TASK GOAL: Scan the records that follow, and whenever a line has the word "center", copy it.

RECORDS SUPPLIED:
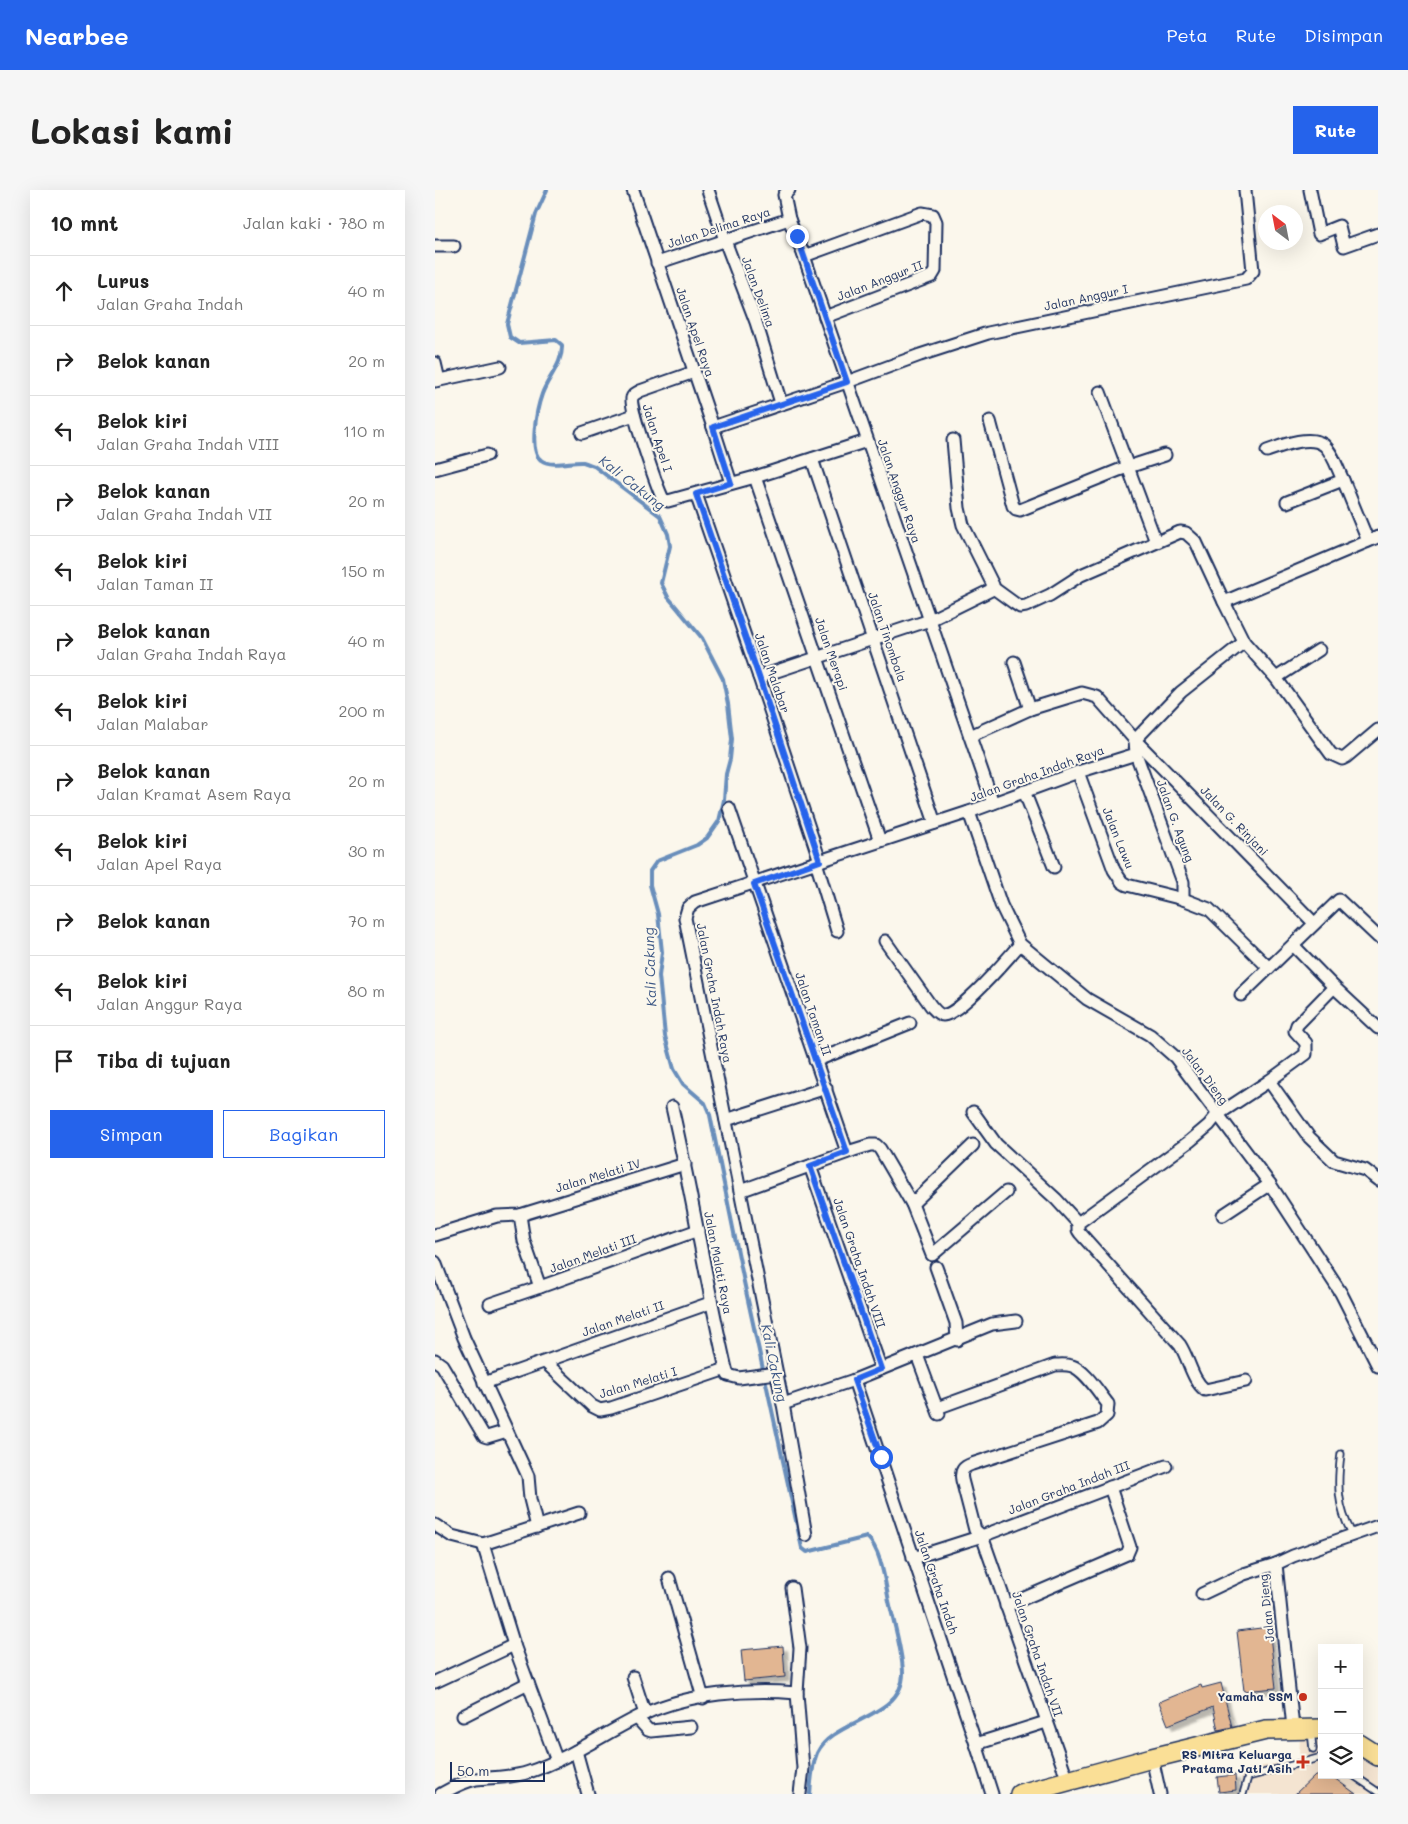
<!DOCTYPE html>
<html lang="id">
<meta charset="utf-8">
<style>
:root{--surface:#fff;--page:#f6f6f6;--text:#222;--muted:#767676;--line:#e0e0e0;--accent:#2563eb}
body{margin:0;font-family:Mali,sans-serif;background:var(--page);color:var(--text)}
.controls{position:absolute;right:15px;bottom:15px;display:grid;overflow:hidden;border-radius:0px;box-shadow:0 5px 20px #0002}
.controls button{width:45px;height:45px;display:grid;place-items:center;padding:0;border:0;border-bottom:1px solid var(--line);background:var(--surface);color:var(--text);font:25px sans-serif}
.compass{position:absolute;left:823px;top:15px;width:45px;height:45px;border-radius:50%;background:var(--surface);box-shadow:0 5px 20px #0002;rotate:328deg}
.scale{position:absolute;left:15px;bottom:12px;width:95px;box-sizing:border-box;padding-left:5px;border:2px solid #1b2f5e;border-top:0;font-size:14px;line-height:18px;white-space:nowrap;color:#1b2f5e;-webkit-text-stroke:4px #fbf7ec;paint-order:stroke}
.stop{position:absolute;width:15px;height:15px;margin:-11px;border:4px solid #2563eb;border-radius:50%;background:#fff}
.stop.end{background:#2563eb;border-color:#fff;box-shadow:0 1px 5px #0008}
.list{margin:0;padding:0;list-style:none}
h2{display:flex;justify-content:space-between;align-items:center;height:65px;margin:0;padding:0 20px;font-size:21px}
h2 small{font-size:16px;font-weight:400;color:var(--muted)}
.list li{display:grid;grid-template-columns:32px 1fr auto;gap:15px;align-items:center;box-sizing:border-box;height:70px;padding:0 20px;border-top:1px solid var(--line)}
.list b{display:block;font-size:19px;white-space:nowrap}
.list p{margin:0;font-size:16px;white-space:nowrap;color:var(--muted)}
.list em{font-size:16px;font-style:normal;color:var(--muted)}
.actions{display:flex;gap:10px;padding:15px 20px}
.actions a{flex:1;padding:11px 0;border:1px solid var(--accent);border-radius:0px;text-align:center;font-size:18px;color:var(--accent)}
.actions .main{background:var(--accent);color:#fff}
.icon{flex:none;width:28px;height:28px;fill:none;stroke:currentColor;stroke-width:2;stroke-linecap:round;stroke-linejoin:round}
.map{position:relative;flex:none;width:943px;height:1604px;overflow:hidden;border-radius:0px}
header{display:flex;align-items:center;gap:30px;box-sizing:border-box;height:70px;padding:0 25px;background:var(--accent);color:#fff}
header strong{font-size:24px}
nav{display:flex;gap:28px;margin-inline-start:auto;font-size:18px}
.intro{display:flex;align-items:center;justify-content:space-between;box-sizing:border-box;height:120px;padding:0 30px}
h1{margin:0;font-size:35px}
.button{padding:12px 22px;border-radius:0px;background:var(--accent);color:#fff;font-size:18px;font-weight:700}
main{display:flex;gap:30px;padding:0 30px}
aside{flex:1;background:var(--surface);border-radius:0px;box-shadow:0 5px 20px #0002}
.map>svg:first-child{display:block}
</style>
<header>
<strong>Nearbee</strong>
<nav><a>Peta</a><a>Rute</a><a>Disimpan</a></nav>
</header>
<div class="intro"><h1>Lokasi kami</h1><a class="button">Rute</a></div>
<main>
<aside>
<h2>10 mnt<small>Jalan kaki · 780 m</small></h2>
<ul class="list">
<li><svg class="icon" aria-label="ahead" viewBox="0 0 24 24"><path d="M12 20V5M6 11l6-6 6 6"/></svg><div><b>Lurus</b><p>Jalan Graha Indah</p></div><em>40 m</em></li>
<li><svg class="icon" aria-label="right" viewBox="0 0 24 24"><path d="M7 20v-9h11M14 6l5 5-5 5"/></svg><div><b>Belok kanan</b></div><em>20 m</em></li>
<li><svg class="icon" aria-label="left" viewBox="0 0 24 24"><path d="M17 20v-9H6M10 6l-5 5 5 5"/></svg><div><b>Belok kiri</b><p>Jalan Graha Indah VIII</p></div><em>110 m</em></li>
<li><svg class="icon" aria-label="right" viewBox="0 0 24 24"><path d="M7 20v-9h11M14 6l5 5-5 5"/></svg><div><b>Belok kanan</b><p>Jalan Graha Indah VII</p></div><em>20 m</em></li>
<li><svg class="icon" aria-label="left" viewBox="0 0 24 24"><path d="M17 20v-9H6M10 6l-5 5 5 5"/></svg><div><b>Belok kiri</b><p>Jalan Taman II</p></div><em>150 m</em></li>
<li><svg class="icon" aria-label="right" viewBox="0 0 24 24"><path d="M7 20v-9h11M14 6l5 5-5 5"/></svg><div><b>Belok kanan</b><p>Jalan Graha Indah Raya</p></div><em>40 m</em></li>
<li><svg class="icon" aria-label="left" viewBox="0 0 24 24"><path d="M17 20v-9H6M10 6l-5 5 5 5"/></svg><div><b>Belok kiri</b><p>Jalan Malabar</p></div><em>200 m</em></li>
<li><svg class="icon" aria-label="right" viewBox="0 0 24 24"><path d="M7 20v-9h11M14 6l5 5-5 5"/></svg><div><b>Belok kanan</b><p>Jalan Kramat Asem Raya</p></div><em>20 m</em></li>
<li><svg class="icon" aria-label="left" viewBox="0 0 24 24"><path d="M17 20v-9H6M10 6l-5 5 5 5"/></svg><div><b>Belok kiri</b><p>Jalan Apel Raya</p></div><em>30 m</em></li>
<li><svg class="icon" aria-label="right" viewBox="0 0 24 24"><path d="M7 20v-9h11M14 6l5 5-5 5"/></svg><div><b>Belok kanan</b></div><em>70 m</em></li>
<li><svg class="icon" aria-label="left" viewBox="0 0 24 24"><path d="M17 20v-9H6M10 6l-5 5 5 5"/></svg><div><b>Belok kiri</b><p>Jalan Anggur Raya</p></div><em>80 m</em></li>
<li><svg class="icon" aria-label="arrive" viewBox="0 0 24 24"><path d="M6 21V4h12l-3 4 3 4H6"/></svg><div><b>Tiba di tujuan</b></div></li>
</ul>
<div class="actions"><a class="main">Simpan</a><a>Bagikan</a></div>
</aside>
<div class="map">
<svg width="943" height="1604" viewBox="0 0 943 1604">
<defs>
<filter id="shadow"><feDropShadow dx="4.5" dy="4.5" stdDeviation="1" flood-color="#0004"/></filter>
</defs>
<rect width="100%" height="100%" fill="#fbf7ec"/>
<filter id="ink" filterUnits="userSpaceOnUse"><feTurbulence type="fractalNoise" baseFrequency=".02" numOctaves="2"/><feDisplacementMap in="SourceGraphic" scale="10" xChannelSelector="R" yChannelSelector="G"/><feConvolveMatrix kernelMatrix="1 2 1 2 8 2 1 2 1" color-interpolation-filters="sRGB"/></filter>
<g filter="url(#ink)">
<polygon fill="#f4e4d1" points="887,1542 887,1585 924,1585 924,1564 943,1575 943,1604 803,1604 806,1595 806,1580 864,1569 865,1544"/>
<g fill="none" stroke-linecap="round" stroke-linejoin="round">
<path stroke="#698ebb" stroke-width="4" d="M112,0L101,24L72,134L75,147L84,153L121,150L127,155C128,174 113,187 107,204C102,218 93,261 106,270C117,278 136,271 148,272C152,273 156,275 159,276L225,326L233,344L235,356L226,393L233,407L267,448L288,489L293,514L297,549L295,569L291,584L289,610L284,631L272,648L262,655L222,671L215,681V695L223,724L227,762L224,786L230,846L239,879L248,894L270,913L275,925L309,1092L367,1358L372,1362L432,1347C446,1359 450,1392 454,1411C459,1434 467,1459 468,1482C469,1528 398,1529 382,1563C377,1575 376,1590 375,1604"/>
</g>
<g fill="#e2b692" stroke="#1b2f5e" filter="url(#shadow)">
<polygon points="834,1437 841,1498 809,1501 802,1441"/>
<polygon points="348,1456 350,1487 309,1491 306,1460"/>
<polygon points="786,1493 797,1537 783,1540 778,1517 733,1535 724,1512 766,1495 767,1498"/>
<polygon points="800,1585 801,1600 784,1602 782,1587"/>
<polygon points="880,1585 895,1585 921,1604 860,1604"/>
</g>
<g fill="none" stroke-linecap="round" stroke-linejoin="round">
<g stroke="#1b2f5e" stroke-width="9">
<g id="lane">
<path d="M906,1264C902,1293 902,1319 918,1345"/>
<polyline points="876,1541 878,1559"/>
<polyline points="918,1585 943,1602"/>
<polyline points="808,1604 813,1587 887,1567"/>
</g>
</g>
<g stroke="#1b2f5e" stroke-width="15">
<g id="street">
<polyline points="198,0 278,237 296,293"/>
<polyline points="273,0 292,56 321,132 346,213"/>
<polyline points="354,0 349,5 354,29 369,66 558,613"/>
<polyline points="875,0 884,44 904,36 909,56 943,44"/>
<polyline points="0,56 19,56"/>
<polyline points="369,66 487,23 498,25 501,32 500,81 497,86 390,127"/>
<polyline points="222,73 354,29"/>
<polyline points="0,173 4,190"/>
<path d="M259,182L205,201C202,203 198,204 197,208C194,217 222,297 228,309L233,311L320,287L432,251"/>
<polyline points="0,191 65,177"/>
<polyline points="665,202 721,352"/>
<polyline points="555,231 578,316 581,319 585,320 684,280 730,265"/>
<polyline points="278,237 412,192 485,165 553,143 811,89 818,81 810,0"/>
<polyline points="147,243 199,225"/>
<path d="M832,261C846,256 875,244 889,255C898,263 903,280 908,290"/>
<polyline points="377,269 500,633"/>
<polyline points="0,279 52,265"/>
<polyline points="320,287 445,651"/>
<polyline points="261,304 324,487 385,671"/>
<polyline points="852,312 908,290 933,351"/>
<polyline points="557,397 579,413 585,417 591,416 615,405 646,385 745,342 751,343 761,352 789,412 943,347"/>
<polyline points="789,412 809,452 841,488 896,564 907,569 911,567 943,540"/>
<polyline points="579,472 595,519"/>
<polyline points="324,487 495,430 556,400 558,395 528,335 524,318 518,250"/>
<polyline points="841,488 884,460"/>
<polyline points="535,546 595,519 647,503 662,507 700,550 879,733"/>
<polyline points="700,550 746,502 809,452"/>
<polyline points="701,564 748,692 748,709"/>
<polyline points="643,582 679,680 687,692 692,695 748,709 774,719 834,778 904,710 943,747"/>
<polyline points="589,601 619,677"/>
<polyline points="294,618 412,962"/>
<polyline points="534,622 566,715 585,754 652,809 715,845 740,867 835,994 906,1103 943,1176"/>
<polyline points="381,672 402,741"/>
<path d="M450,751L496,816C499,819 503,825 508,825C523,826 574,767 585,754"/>
<polyline points="858,755 899,797 943,838"/>
<polyline points="806,805 834,778"/>
<polyline points="380,871 475,833"/>
<polyline points="834,891 871,864 871,853 860,841 862,835 899,797"/>
<path d="M237,917C257,1004 271,1092 291,1179L293,1185L304,1188L341,1183"/>
<polyline points="538,922 561,954 621,1009 643,1033"/>
<polyline points="291,930 391,898"/>
<polyline points="375,976 446,1179"/>
<polyline points="305,1001 419,960 435,955 441,955 445,959 477,1014 497,1065 571,1002"/>
<polyline points="477,1014 538,955"/>
<polyline points="85,1025 89,1051 105,1097 263,1040"/>
<polyline points="788,1025 835,994"/>
<polyline points="0,1045 62,1026 85,1025 250,974"/>
<polyline points="0,1072 29,1148 93,1286 95,1309 102,1337"/>
<polyline points="501,1077 521,1133 522,1150"/>
<polyline points="55,1114 105,1097"/>
<polyline points="482,1165 504,1224"/>
<polyline points="0,1170 7,1175 49,1246 52,1247 72,1241"/>
<polyline points="110,1172 157,1216 165,1220 176,1218 291,1179"/>
<polyline points="419,1190 541,1554 557,1604"/>
<path d="M811,1191L770,1200C757,1190 754,1169 745,1155L645,1043L643,1040V1033L755,951L774,935L782,925L834,891L874,947L899,971L930,980L943,990"/>
<polyline points="49,1193 275,1113"/>
<polyline points="348,1214 419,1190 557,1134 581,1131"/>
<path d="M502,1218L620,1175C625,1175 631,1174 637,1176C650,1180 664,1203 673,1214L672,1225L663,1233L537,1274C529,1277 525,1280 527,1290L540,1340L547,1346"/>
<polyline points="0,1335 17,1346 48,1354 144,1323"/>
<polyline points="371,1345 348,1214 250,728 253,718 260,712 534,622 643,582 701,564 700,550"/>
<polyline points="547,1346 633,1591"/>
<polyline points="48,1354 79,1455 122,1571"/>
<polyline points="478,1368 547,1346 731,1276"/>
<polyline points="234,1388 268,1508"/>
<polyline points="357,1398 365,1458 362,1503 368,1578 365,1604"/>
<polyline points="767,1404 809,1384 841,1374"/>
<polyline points="571,1416 692,1364 695,1357 675,1297"/>
<polyline points="198,1487 210,1524"/>
<polyline points="0,1492 79,1455"/>
<polyline points="28,1526 93,1493"/>
<polyline points="202,1528 213,1540 216,1541 256,1537"/>
<polyline points="858,1538 841,1374 858,1366 943,1336"/>
<polyline points="541,1554 611,1532"/>
<polyline points="141,1561 153,1604"/>
<polyline points="717,1568 725,1604"/>
<path d="M6,1604C17,1598 29,1591 41,1589C58,1587 77,1588 94,1582C135,1568 170,1543 209,1524C254,1503 313,1499 362,1503"/>
</g>
</g>
<g stroke="#1b2f5e" stroke-width="22">
<g id="primary">
<polyline points="924,1554 943,1566"/>
<polyline points="585,1604 717,1568 831,1540 887,1539"/>
</g>
</g>
<use href="#lane" stroke="#fbf7ec" stroke-width="5.5"/>
<use href="#street" stroke="#fbf7ec" stroke-width="11"/>
<use href="#primary" stroke="#fadf96" stroke-width="19"/>
</g>
</g>
<g fill="none" stroke-linecap="round" stroke-linejoin="round" filter="url(#ink)">
<polyline stroke="#2563eb" stroke-width="6" points="362,46 412,192 278,237 296,293 261,304 324,487 385,671 319,694 412,962 375,976 446,1179 419,1190 446,1267"/>
</g>
<g fill="#c8321e" stroke="#fbf7ec" stroke-width="2">
<circle cx="868" cy="1507" r="5"/>
<path d="M865.5 1564.5h5v5h5v5h-5v5h-5v-5h-5v-5h5z"/>
</g>
<g text-anchor="middle" stroke-width="4" stroke-linejoin="round" paint-order="stroke">
<g font-size="12" fill="#1b2f5e" stroke="#fbf7ec">
<text transform="translate(284 38) rotate(-18)" y="4">Jalan Delima Raya</text>
<text transform="translate(445 91) rotate(-21)" y="4">Jalan Anggur II</text>
<text transform="translate(323 102) rotate(70)" y="4">Jalan Delima</text>
<text transform="translate(651 108) rotate(-12)" y="4">Jalan Anggur I</text>
<text transform="translate(260 142) rotate(71)" y="4">Jalan Apel Raya</text>
<text transform="translate(222 248) rotate(72)" y="4">Jalan Apel I</text>
<text transform="translate(464 301) rotate(71)" y="4">Jalan Anggur Raya</text>
<text transform="translate(452 447) rotate(71)" y="4">Jalan Tinombala</text>
<text transform="translate(396 464) rotate(71)" y="4">Jalan Merapi</text>
<text transform="translate(337 483) rotate(71)" y="4">Jalan Malabar</text>
<text transform="translate(602 584) rotate(-20)" y="4">Jalan Graha Indah Raya</text>
<text transform="translate(740 631) rotate(70)" y="4">Jalan G. Agung</text>
<text transform="translate(799 631) rotate(46)" y="4">Jalan G. Rinjani</text>
<text transform="translate(683 648) rotate(68)" y="4">Jalan Lawu</text>
<text transform="translate(279 803) rotate(79)" y="4">Jalan Graha Indah Raya</text>
<text transform="translate(378 824) rotate(71)" y="4">Jalan Taman II</text>
<text transform="translate(770 886) rotate(53)" y="4">Jalan Dieng</text>
<text transform="translate(163 986) rotate(-17)" y="4">Jalan Melati IV</text>
<text transform="translate(158 1064) rotate(-20)" y="4">Jalan Melati III</text>
<text transform="translate(283 1073) rotate(79)" y="4">Jalan Malati Raya</text>
<text transform="translate(424 1073) rotate(71)" y="4">Jalan Graha Indah VIII</text>
<text transform="translate(188 1129) rotate(-19)" y="4">Jalan Melati II</text>
<text transform="translate(203 1193) rotate(-17)" y="4">Jalan Melati I</text>
<text transform="translate(634 1298) rotate(-21)" y="4">Jalan Graha Indah III</text>
<text transform="translate(501 1392) rotate(71)" y="4">Jalan Graha Indah</text>
<text transform="translate(832 1418) rotate(-96)" y="4">Jalan Dieng</text>
<text transform="translate(602 1464) rotate(71)" y="4">Jalan Graha Indah VII</text>
</g>
<g font-size="12" font-weight="bold" fill="#1b2f5e" stroke="#fbf7ec" text-anchor="end">
<text x="858" y="1511">Yamaha SSM</text>
<text x="857" y="1569">RS Mitra Keluarga<tspan x="857" dy="14">Pratama Jati Asih</tspan></text>
</g>
<g font-size="14" font-style="italic" fill="#3c5785" stroke="#fbf7ec">
<text transform="translate(197 293) rotate(38)" y="5">Kali Cakung</text>
<text transform="translate(215 777) rotate(-92)" y="5">Kali Cakung</text>
<text transform="translate(339 1173) rotate(78)" y="5">Kali Cakung</text>
</g>
</g>
</svg>
<div class="controls">
<button>+</button>
<button>−</button>
<button><svg class="icon" aria-label="layers" viewBox="0 0 24 24"><path d="M12 4l9 5-9 5-9-5zM3 14l9 5 9-5"/></svg></button>
</div>
<svg class="compass" viewBox="-18 -18 36 36"><path d="M0-13l5 13h-10z" fill="#e53935"/><path d="M0 13l5-13h-10z" fill="#767676"/></svg>
<div class="scale">50 m</div>
<div class="stop" style="left:446px;top:1267px"></div>
<div class="stop end" style="left:362px;top:46px"></div>
</div>
</main>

RESULT FOR THIS TASK:
.controls button{width:45px;height:45px;display:grid;place-items:center;padding:0;border:0;border-bottom:1px solid var(--line);background:var(--surface);color:var(--text);font:25px sans-serif}
h2{display:flex;justify-content:space-between;align-items:center;height:65px;margin:0;padding:0 20px;font-size:21px}
.list li{display:grid;grid-template-columns:32px 1fr auto;gap:15px;align-items:center;box-sizing:border-box;height:70px;padding:0 20px;border-top:1px solid var(--line)}
.actions a{flex:1;padding:11px 0;border:1px solid var(--accent);border-radius:0px;text-align:center;font-size:18px;color:var(--accent)}
header{display:flex;align-items:center;gap:30px;box-sizing:border-box;height:70px;padding:0 25px;background:var(--accent);color:#fff}
.intro{display:flex;align-items:center;justify-content:space-between;box-sizing:border-box;height:120px;padding:0 30px}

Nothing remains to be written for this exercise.